Redstone's products include the push model and the pull model, as well as the new field of AI oracles. The push model and the pull model are currently the two most commonly used methods for oracles to obtain data. Chainlink uses the push model, where data operators push off-chain data to the chain. Its advantage is its fast speed, but its disadvantage is that data may be erroneous and requires a complete verification mechanism. Pyth uses the pull model, which has the advantage of being relatively flexible and able to pull data when needed; its disadvantage is that data updates are unstable. Redstone is currently the only data provider that uses both the Push and Pull models. [12]
Figure 21: Redstone service process design
3.3.1 Redstone push model
The push model consists of two main parts. The first part is the off-chain relayer, which is responsible for pushing data to the chain in a customized way through environment variables. The second part is the on-chain contract, which is used to store prices and obtain prices through familiar interfaces such as Chainlink Aggregator.

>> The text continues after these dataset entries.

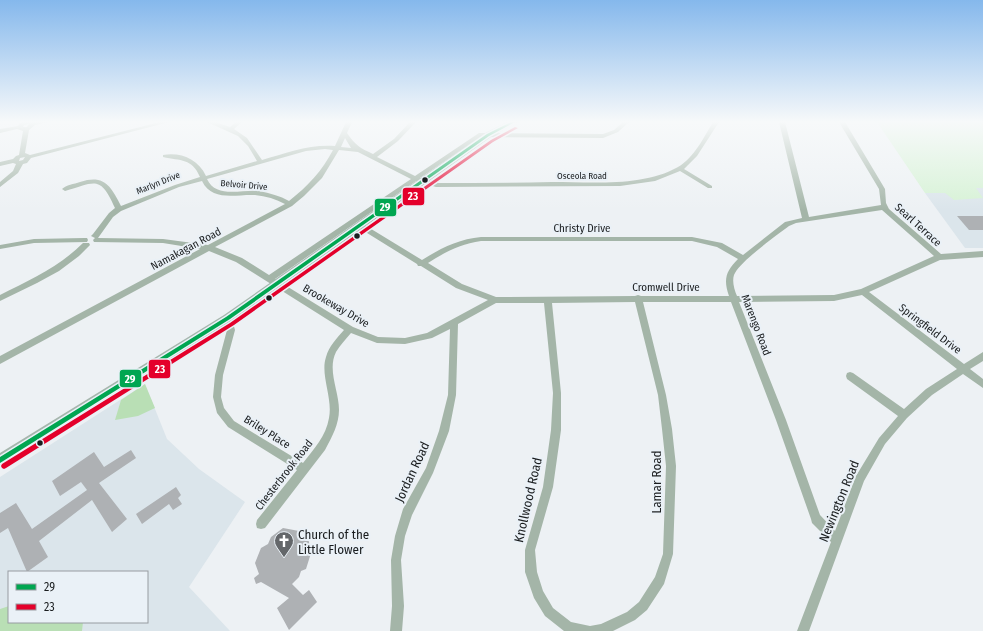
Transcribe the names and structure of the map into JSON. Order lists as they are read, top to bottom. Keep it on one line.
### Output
{"streets":{"street":["Osceola Road","Marlyn Drive","Belvoir Drive","Searl Terrace","Christy Drive","Namakagan Road","Cromwell Drive","Brookeway Drive","Marengo Road","Springfield Drive","Briley Place","Jordan Road","Chesterbrook Road","Lamar Road","Knollwood Road","Newington Road"]},"crossings":[["Osceola Road","Marlyn Drive"],["Marlyn Drive","Belvoir Drive"],["Marlyn Drive","Brookeway Drive"],["Belvoir Drive","Namakagan Road"],["Searl Terrace","Cromwell Drive"],["Searl Terrace","Marengo Road"],["Christy Drive","Cromwell Drive"],["Christy Drive","Marengo Road"],["Namakagan Road","Brookeway Drive"],["Cromwell Drive","Brookeway Drive"],["Cromwell Drive","Marengo Road"],["Cromwell Drive","Springfield Drive"],["Cromwell Drive","Lamar Road"],["Cromwell Drive","Knollwood Road"],["Brookeway Drive","Jordan Road"],["Brookeway Drive","Chesterbrook Road"],["Marengo Road","Newington Road"],["Springfield Drive","Newington Road"],["Briley Place","Chesterbrook Road"]],"places":{"church":["Church of the Little Flower"]},"lines":["transit line 29","transit line 23"],"legend":["29","23"]}
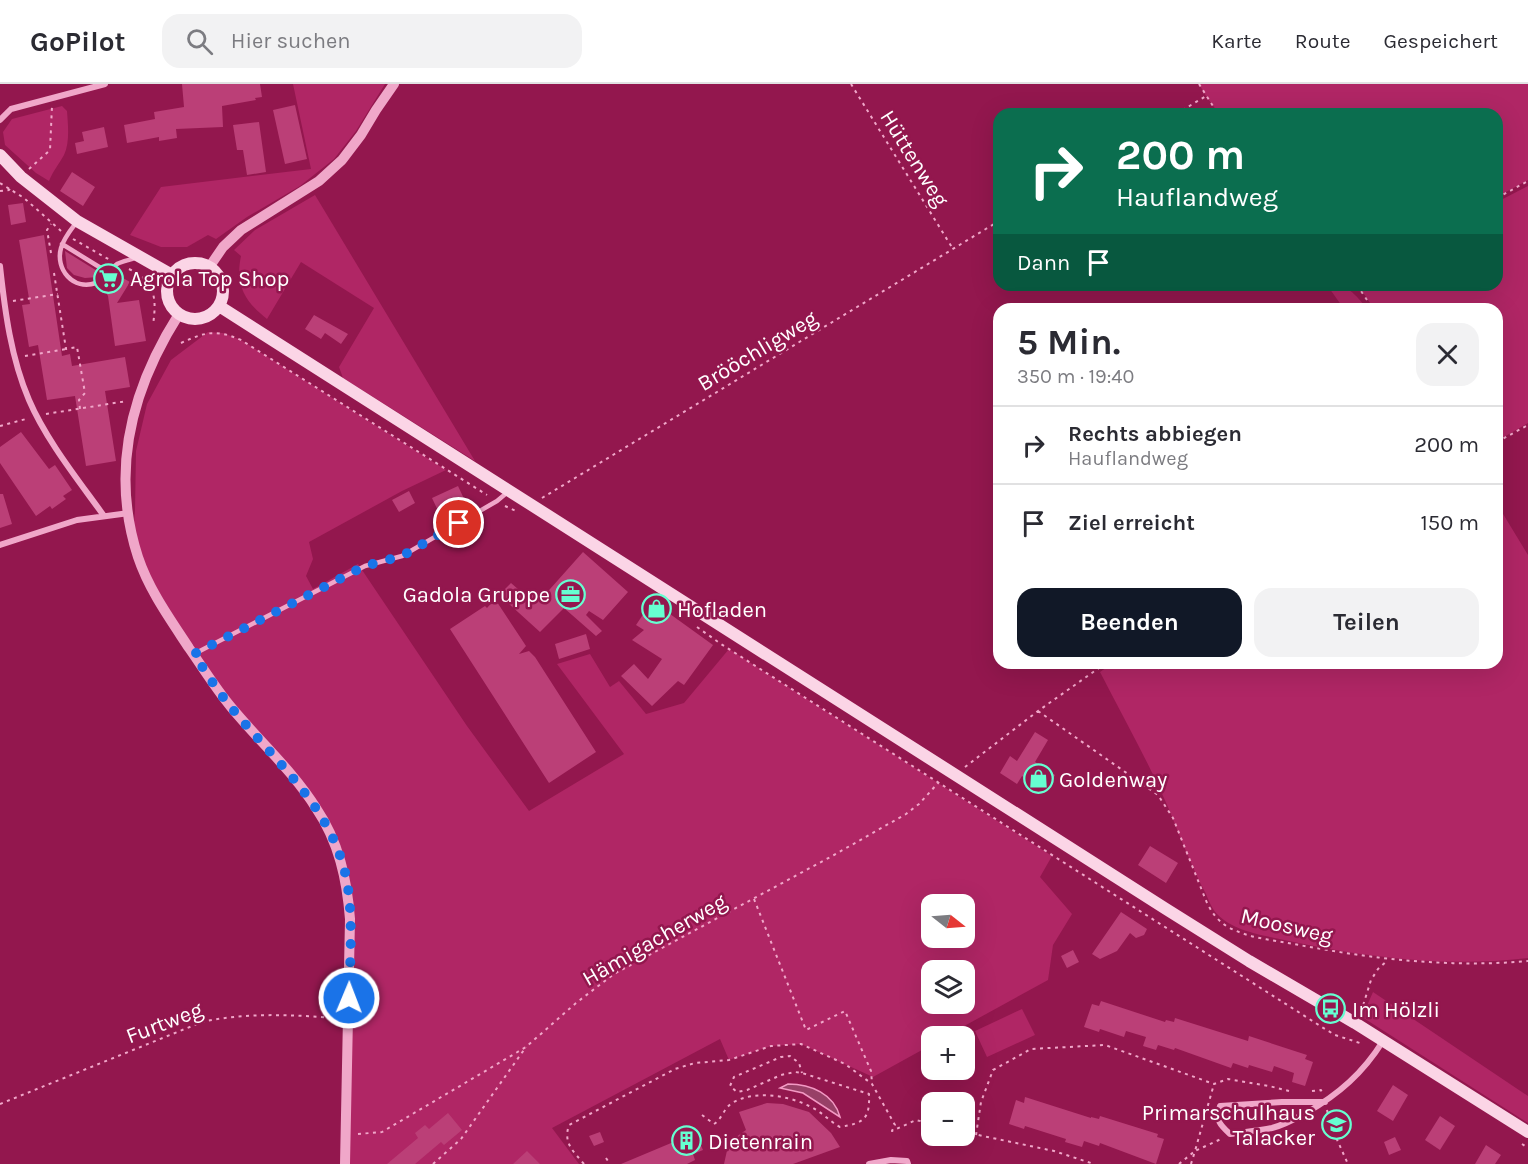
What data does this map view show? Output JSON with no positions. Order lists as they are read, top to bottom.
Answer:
{
  "streets": {
    "path": [
      "Hüttenweg",
      "Brööchligweg",
      "Moosweg",
      "Hämigacherweg",
      "Furtweg"
    ]
  },
  "crossings": [
    ["Hüttenweg", "Brööchligweg"],
    ["Moosweg", "Hämigacherweg"]
  ],
  "places": {
    "supermarket": ["Agrola Top Shop"],
    "office": ["Gadola Gruppe"],
    "shop": ["Hofladen", "Goldenway"],
    "bus stop": ["Im Hölzli"],
    "school or university": ["Primarschulhaus Talacker"],
    "building": ["Dietenrain"]
  },
  "north": "right",
  "page": {
    "header": "GoPilot",
    "search": "Hier suchen",
    "nav": ["Karte", "Route", "Gespeichert"],
    "turn": ["200 m", "Hauflandweg"],
    "then": "Dann",
    "heading": ["5 Min.", "350 m · 19:40"],
    "list": [
      {
        "name": "Rechts abbiegen",
        "note": "Hauflandweg",
        "value": "200 m"
      },
      {
        "name": "Ziel erreicht",
        "value": "150 m"
      }
    ],
    "buttons": ["Beenden", "Teilen"],
    "map_buttons": ["+", "−"]
  }
}
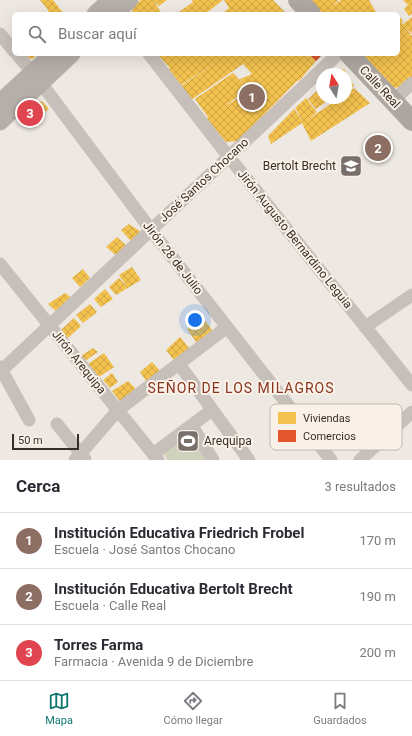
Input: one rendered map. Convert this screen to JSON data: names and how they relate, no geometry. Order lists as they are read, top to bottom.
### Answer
{
  "streets": {
    "highway": ["Calle Real"],
    "street": [
      "José Santos Chocano",
      "Jirón Augusto Bernardino Leguia",
      "Jirón 28 de Julio",
      "Jirón Arequipa"
    ]
  },
  "crossings": [
    ["José Santos Chocano", "Jirón Augusto Bernardino Leguia"],
    ["José Santos Chocano", "Jirón 28 de Julio"],
    ["José Santos Chocano", "Jirón Arequipa"]
  ],
  "districts": ["SEÑOR DE LOS MILAGROS"],
  "places": {
    "school or university": ["Bertolt Brecht"],
    "sports": ["Arequipa"]
  },
  "legend": ["Viviendas", "Comercios"],
  "scale_bar": "50 m",
  "north": "top",
  "page": {
    "search": "Buscar aquí",
    "pins": ["1", "3", "2"],
    "scale": "50 m",
    "heading": ["Cerca", "3 resultados"],
    "list": [
      {
        "mark": "1",
        "name": "Institución Educativa Friedrich Frobel",
        "note": "Escuela · José Santos Chocano",
        "value": "170 m"
      },
      {
        "mark": "2",
        "name": "Institución Educativa Bertolt Brecht",
        "note": "Escuela · Calle Real",
        "value": "190 m"
      },
      {
        "mark": "3",
        "name": "Torres Farma",
        "note": "Farmacia · Avenida 9 de Diciembre",
        "value": "200 m"
      }
    ],
    "nav": ["Mapa", "Cómo llegar", "Guardados"]
  }
}
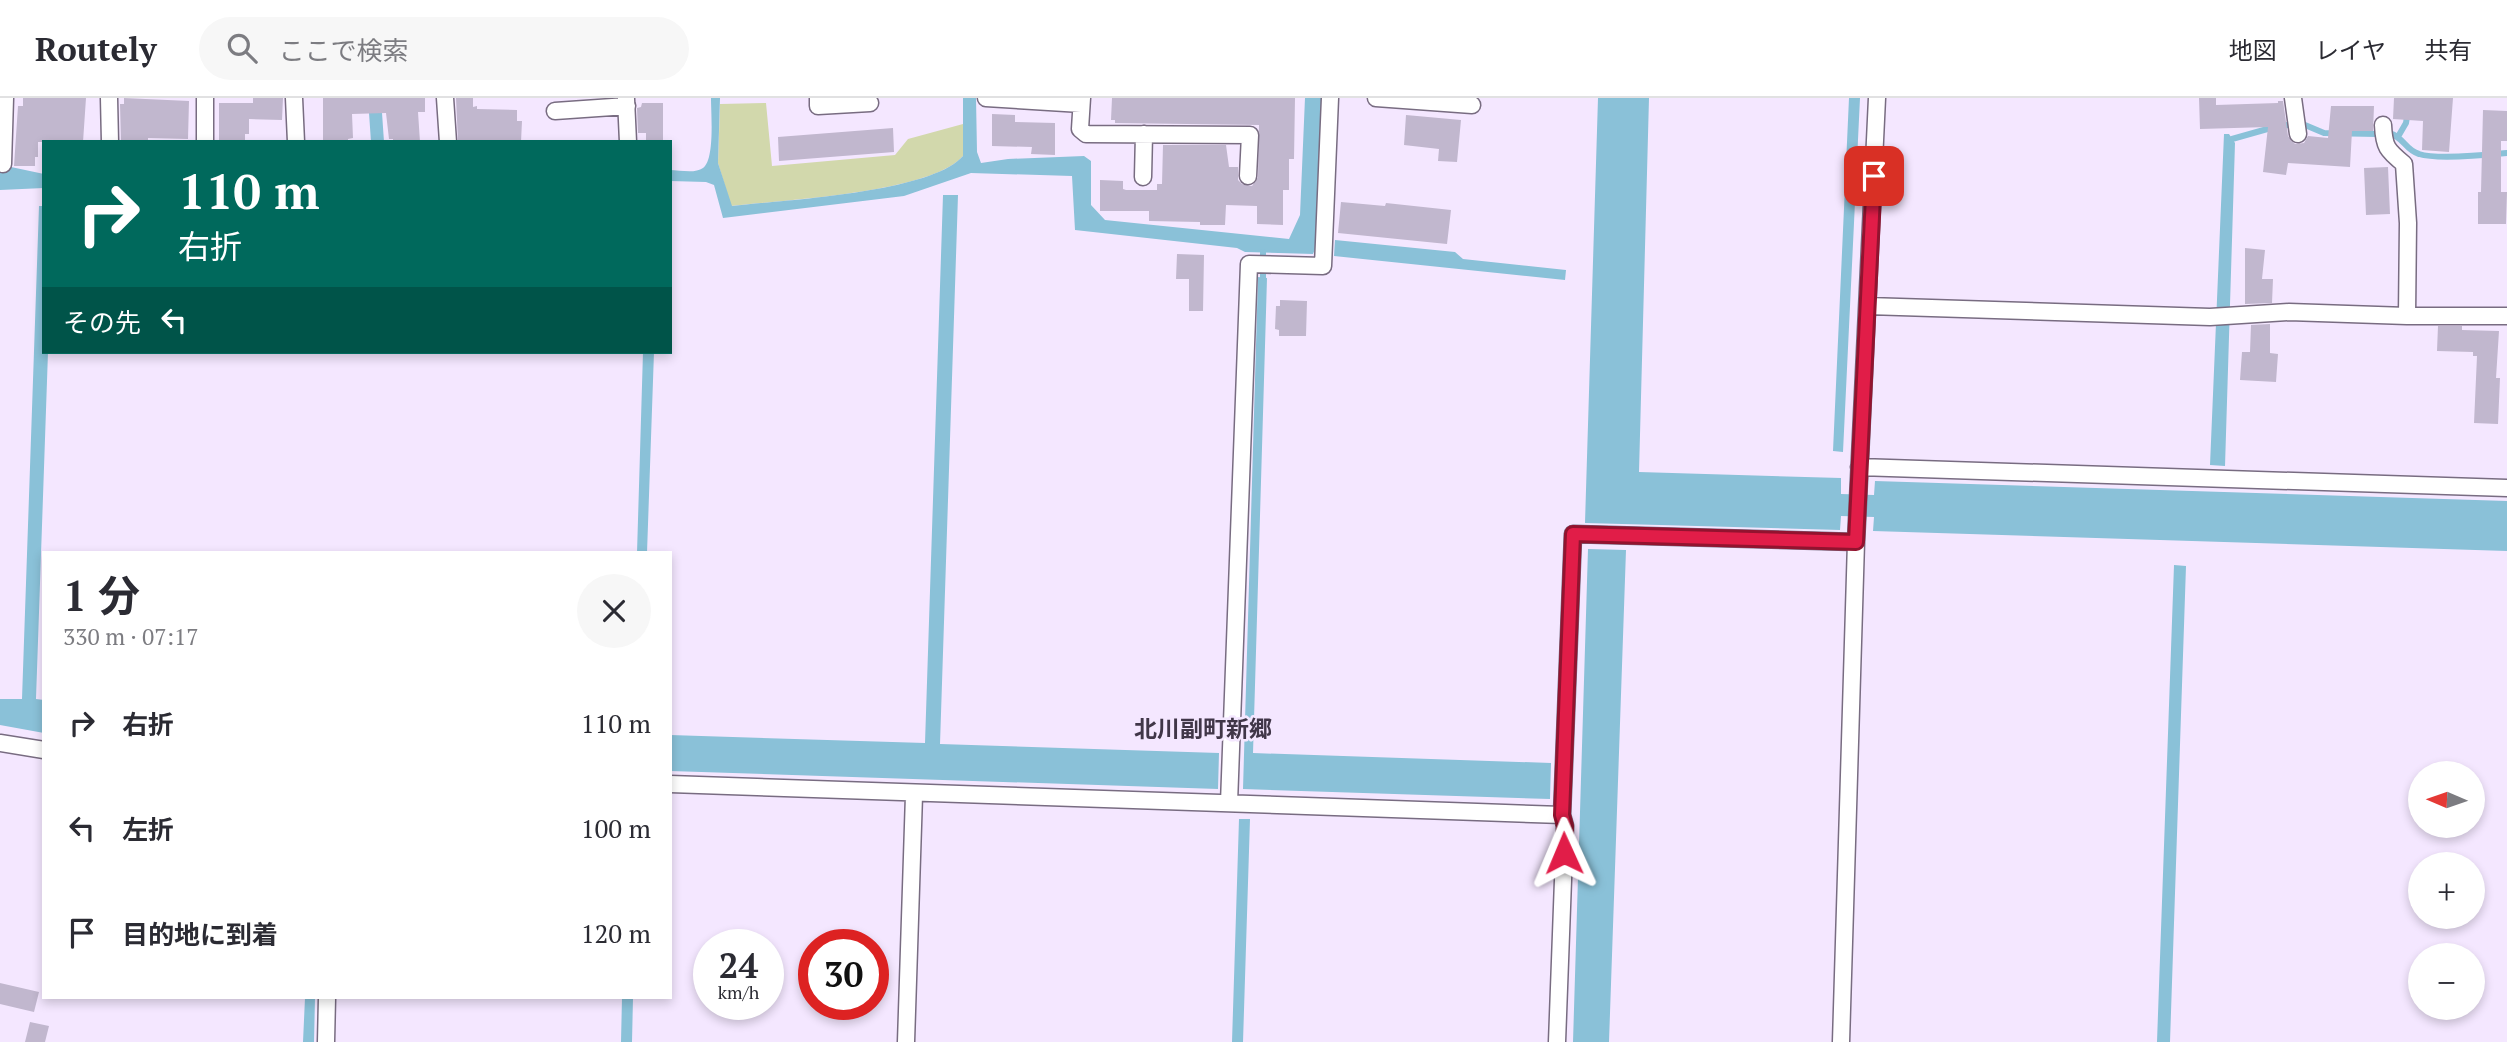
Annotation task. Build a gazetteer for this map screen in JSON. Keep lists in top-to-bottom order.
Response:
{
  "districts": ["北川副町新郷"],
  "north": "left",
  "page": {
    "header": "Routely",
    "search": "ここで検索",
    "nav": ["地図", "レイヤ", "共有"],
    "turn": ["110 m", "右折"],
    "then": "その先",
    "heading": ["1 分", "330 m · 07:17"],
    "list": [
      {
        "name": "右折",
        "value": "110 m"
      },
      {
        "name": "左折",
        "value": "100 m"
      },
      {
        "name": "目的地に到着",
        "value": "120 m"
      }
    ],
    "map_buttons": ["+", "−"],
    "speed": "24 km/h",
    "limit": "30"
  }
}
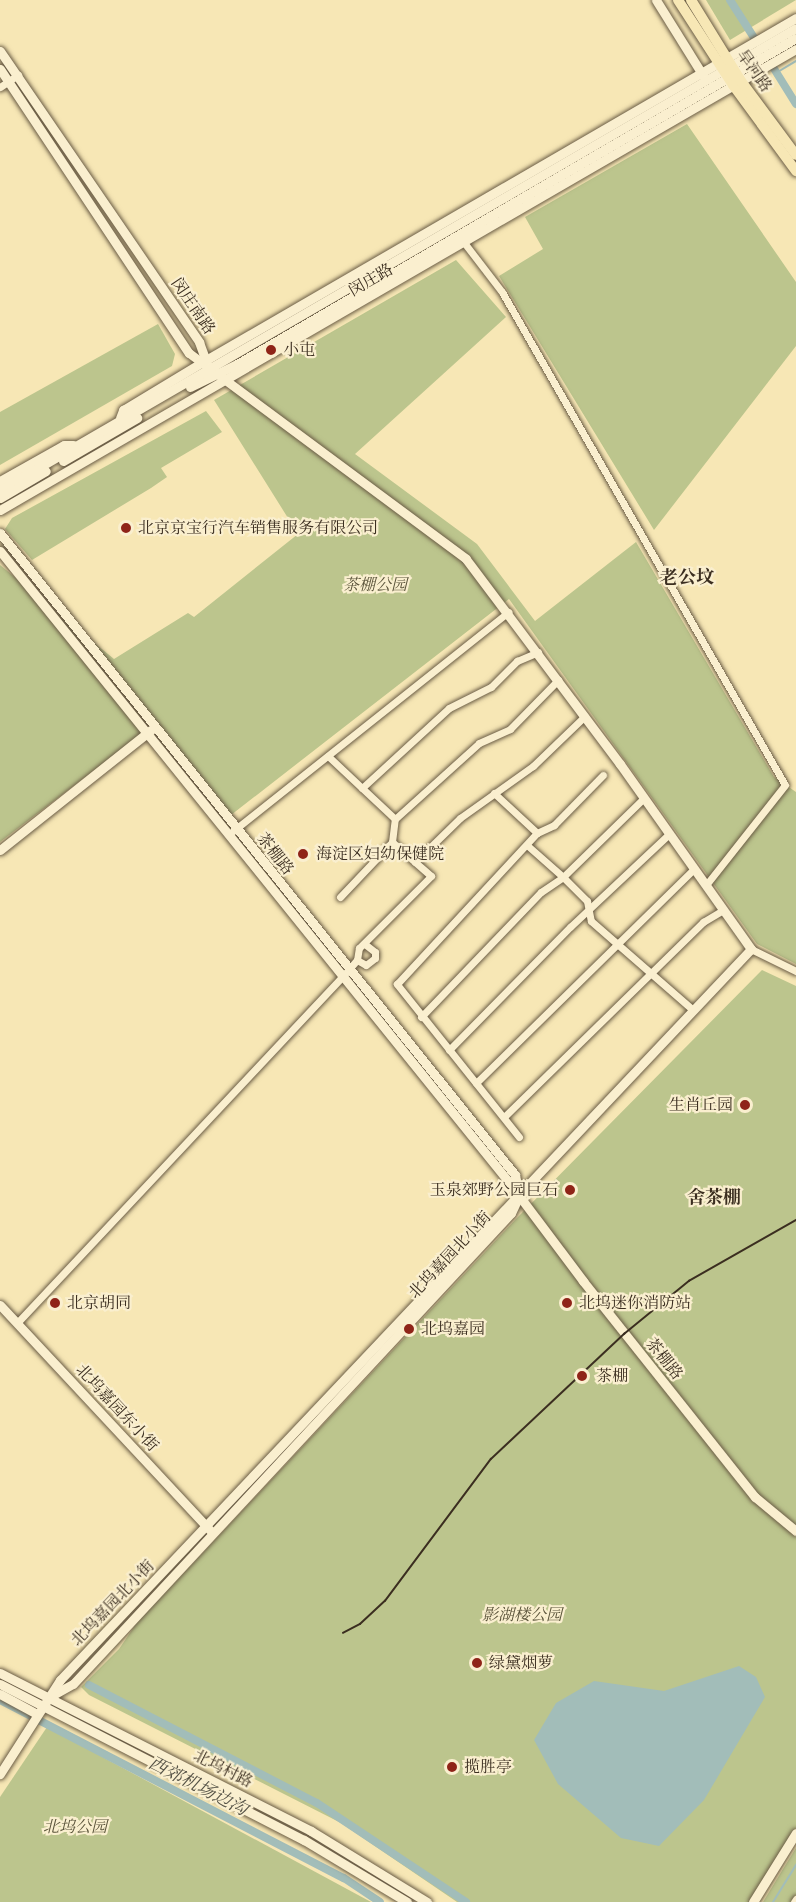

The off-chain relay is an innovative design. Previous oracle projects did not design this processing layer. The relay is a service that runs in a customizable manner based on environment variables. It periodically checks a set of defined conditions and pushes prices when the conditions are met. The conditions that have been implemented include time conditions and price deviation conditions. This design facilitates on-chain DApps to call the oracle service only when certain conditions are met, realizing the customization and automation of price feed services. [13]
Figure 22: Push model workflow
3.3.2 Redstone Pull Model
When data is needed, the on-chain smart contract actively calls the oracle interface and requests the latest off-chain data from RedStone, rather than continuously receiving data pushes in advance. RedStone's Pull model injects data directly into user transactions, thereby maximizing gas efficiency while simplifying dApp data access. [14]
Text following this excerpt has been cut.